Hansen Taylor C, Citterman Abigail R, Stone Eric S, Tully Troy N, Baschuk Christopher M, Duncan Christopher C, George Jacob A
Department of Biomedical Engineering, University of Utah, Salt Lake City, UT, United States.
Handspring, Salt Lake City, UT, United States.
Front Neurorobot. 2022 Jun 17;16:872791. doi: 10.3389/fnbot.2022.872791. eCollection 2022.

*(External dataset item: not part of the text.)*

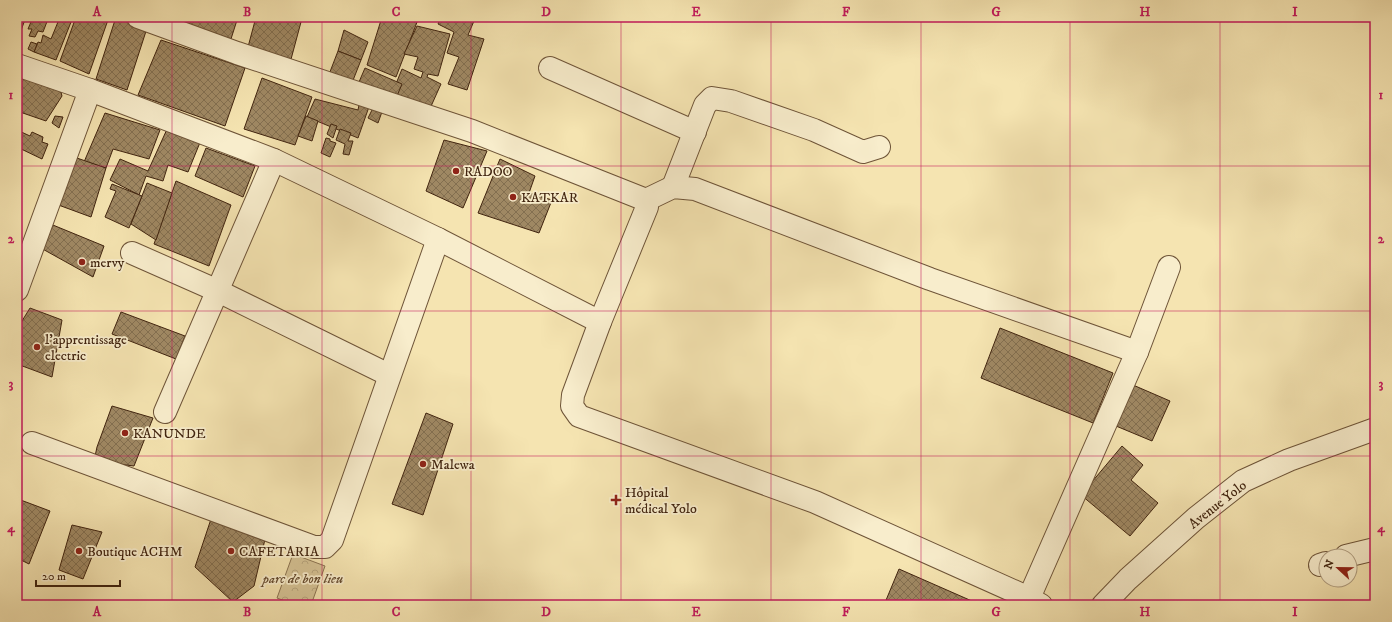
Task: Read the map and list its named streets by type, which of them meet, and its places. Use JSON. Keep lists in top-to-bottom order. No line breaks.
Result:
{"streets":{"street":["Avenue Yolo"]},"parks":["parc de bon lieu"],"places":{"other":["RADOO","KATKAR","mervy","l'apprentissage electric","KANUNDE","Malewa","Boutique ACHM","CAFETARIA"],"health":["Hôpital médical Yolo"]},"scale_bar":"20 m","north":"left","grid":{"columns":["A","B","C","D","E","F","G","H","I"],"rows":["1","2","3","4"]}}
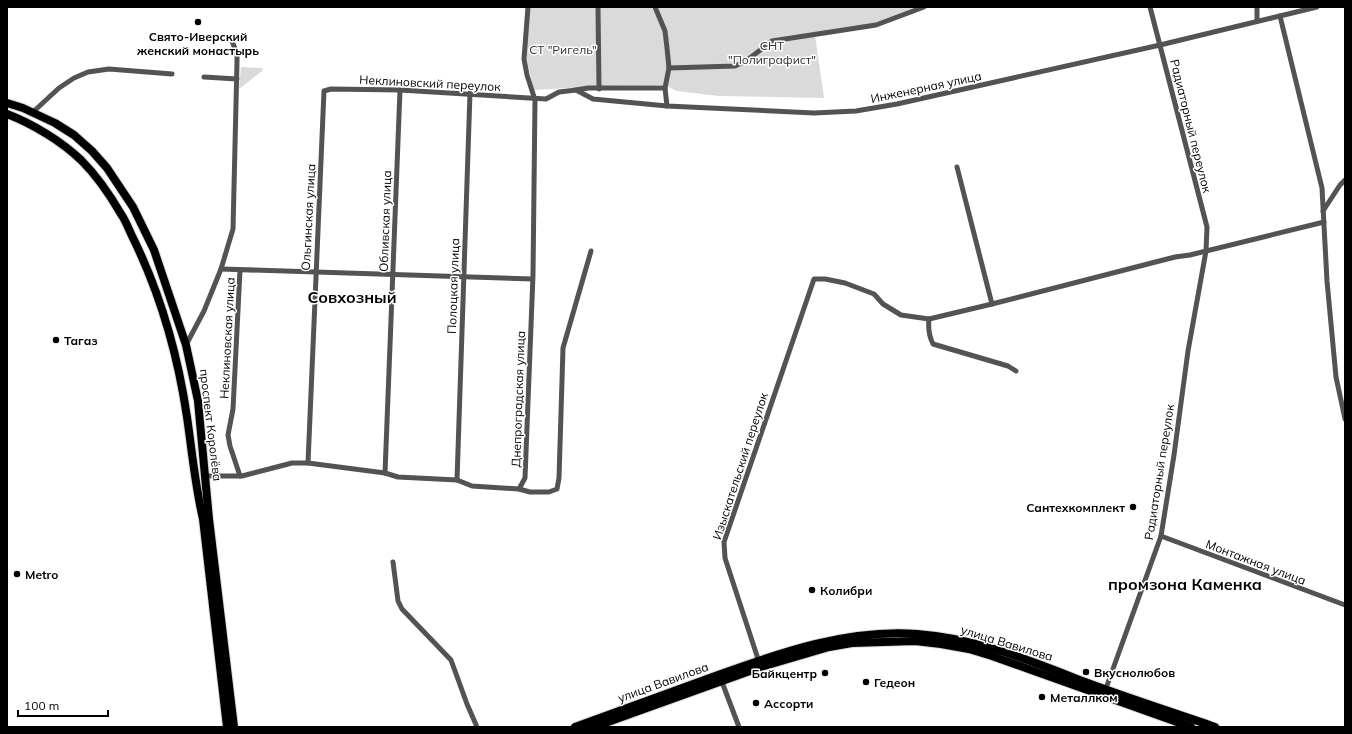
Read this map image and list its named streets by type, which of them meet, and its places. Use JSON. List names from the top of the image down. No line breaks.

The validation of myoelectric prosthetic control strategies for individuals experiencing upper-limb loss is hindered by the time and cost affiliated with traditional custom-fabricated sockets. Consequently, researchers often rely upon virtual reality or robotic arms to validate novel control strategies, which limits end-user involvement. Prosthetists fabricate diagnostic check sockets to assess and refine socket fit, but these clinical techniques are not readily available to researchers and are not intended to assess functionality for control strategies. Here we present a multi-user, low-cost, transradial, functional-test socket for short-term research use that can be custom-fit and donned rapidly, used in conjunction with various electromyography configurations, and adapted for use with various residual limbs and terminal devices. In this study, participants with upper-limb amputation completed functional tasks in physical and virtual environments both with and without the socket, and they reported on their perceived comfort level over time. The functional-test socket was fabricated prior to participants' arrival, iteratively fitted by the researchers within 10 mins, and donned in under 1 min (excluding electrode placement, which will vary for different use cases). It accommodated multiple individuals and terminal devices and had a total cost of materials under $10 USD. Across all participants, the socket did not significantly impede functional task performance or reduce the electromyography signal-to-noise ratio. The socket was rated as comfortable enough for at least 2 h of use, though it was expectedly perceived as less comfortable than a clinically-prescribed daily-use socket. The development of this multi-user, transradial, functional-test socket constitutes an important step toward increased end-user participation in advanced myoelectric prosthetic research. The socket design has been open-sourced and is available for other researchers.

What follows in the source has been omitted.